In electrophotographic applications such as xerography, a charge retentive surface is electrostatically charged and exposed to a light pattern of an original image to be reproduced to selectively discharge the surface in accordance therewith. The resulting pattern of charged and discharged areas on that surface form an electrostatic charge pattern (an electrostatic latent image) conforming to the original image. The latent image is developed by contacting it with a finely divided electrostatically attractable powder referred to as "toner". Toner is held on the image areas by the electrostatic charge on the surface. Thus, a toner image is produced in conformity with a light image of the original being reproduced. The toner image may then be transferred to a substrate (e.g., paper), and the image affixed thereto to form a permanent record of the image to be reproduced. Subsequent to development, excess toner left on the charge retentive surface is cleaned from the surface. The process is well known and useful for light lens copying from an original and printing applications from electronically generated or stored originals, where a charged surface may be imagewise discharged in a variety of ways. Ion projection devices where a charge is imagewise deposited on a charge retentive substrate operate similarly. Cleaning blades might also be used for the removal of toner from the surface of a detoning roll used to collect toner from the bristles of a brush cleaner, as shown for example in U.S. Pat. No. 4,819,026 to Longe et al, and assigned to the same assignee as the present application.

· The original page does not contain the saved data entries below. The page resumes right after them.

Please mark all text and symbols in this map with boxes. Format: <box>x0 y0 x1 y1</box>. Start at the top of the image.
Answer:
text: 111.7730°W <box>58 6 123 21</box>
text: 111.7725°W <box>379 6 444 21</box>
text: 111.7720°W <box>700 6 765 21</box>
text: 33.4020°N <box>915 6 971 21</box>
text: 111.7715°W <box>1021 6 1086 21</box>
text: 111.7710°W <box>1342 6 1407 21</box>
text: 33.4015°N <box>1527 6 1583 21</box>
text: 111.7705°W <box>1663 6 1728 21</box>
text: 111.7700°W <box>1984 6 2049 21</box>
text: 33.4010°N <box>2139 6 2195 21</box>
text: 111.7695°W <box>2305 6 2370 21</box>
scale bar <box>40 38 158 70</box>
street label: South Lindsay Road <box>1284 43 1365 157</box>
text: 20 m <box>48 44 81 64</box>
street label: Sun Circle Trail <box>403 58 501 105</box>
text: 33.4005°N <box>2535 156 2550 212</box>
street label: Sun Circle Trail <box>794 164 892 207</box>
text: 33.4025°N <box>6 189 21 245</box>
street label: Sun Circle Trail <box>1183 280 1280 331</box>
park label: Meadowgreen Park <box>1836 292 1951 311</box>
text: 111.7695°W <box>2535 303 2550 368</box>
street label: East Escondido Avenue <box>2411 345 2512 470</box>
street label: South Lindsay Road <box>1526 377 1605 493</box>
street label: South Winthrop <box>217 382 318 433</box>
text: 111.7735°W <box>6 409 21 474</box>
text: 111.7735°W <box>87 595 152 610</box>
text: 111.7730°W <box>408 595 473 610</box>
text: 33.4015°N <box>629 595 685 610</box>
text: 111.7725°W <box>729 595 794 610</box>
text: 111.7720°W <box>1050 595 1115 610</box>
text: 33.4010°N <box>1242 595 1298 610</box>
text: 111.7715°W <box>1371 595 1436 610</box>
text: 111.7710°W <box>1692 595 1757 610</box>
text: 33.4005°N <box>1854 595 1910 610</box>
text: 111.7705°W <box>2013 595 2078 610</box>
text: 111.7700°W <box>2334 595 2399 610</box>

Although a preponderance of the toner forming the image is transferred to the paper during the transfer step, some toner invariably remains on the charge retentive surface, it being held thereto by relatively high electrostatic and/or mechanical forces. Additionally, paper fibers, Kaolin and other debris have a tendency to be attracted to the charge retentive surface. It is essential for optimum operation that the toner remaining on the surface be cleaned thoroughly therefrom. Blade cleaning is a highly desirable method for removal of residual toner and debris (hereinafter, collectively referred to as "toner") from a charge retentive surface, because it provides a simple, inexpensive structure compared to the various fiber or magnetic brush cleaners that are well known in the dry electrophotography art. In a typical application, a relatively thin elastomeric blade member is provided and supported adjacent and transversely across the charge retentive surface with a blade edge chiseling or wiping toner from the surface. Subsequent to release of toner from the surface, the released toner accumulating adjacent the blade is transported away from the blade area by a toner transport arrangement or gravity. Unfortunately, blade cleaning suffers from certain deficiencies, primarily resulting from the frictional sealing contact which must be maintained between the blade and the charge retentive surface. Friction between the surfaces causes wearing away of the blade edge, and damaging wearing contact with the charge retentive surface. To reduce friction, various blade lubricating materials or toner lubricant additives have been proposed. However, lubricants tend to change the operational characteristics of the electrophotographic system undesirably.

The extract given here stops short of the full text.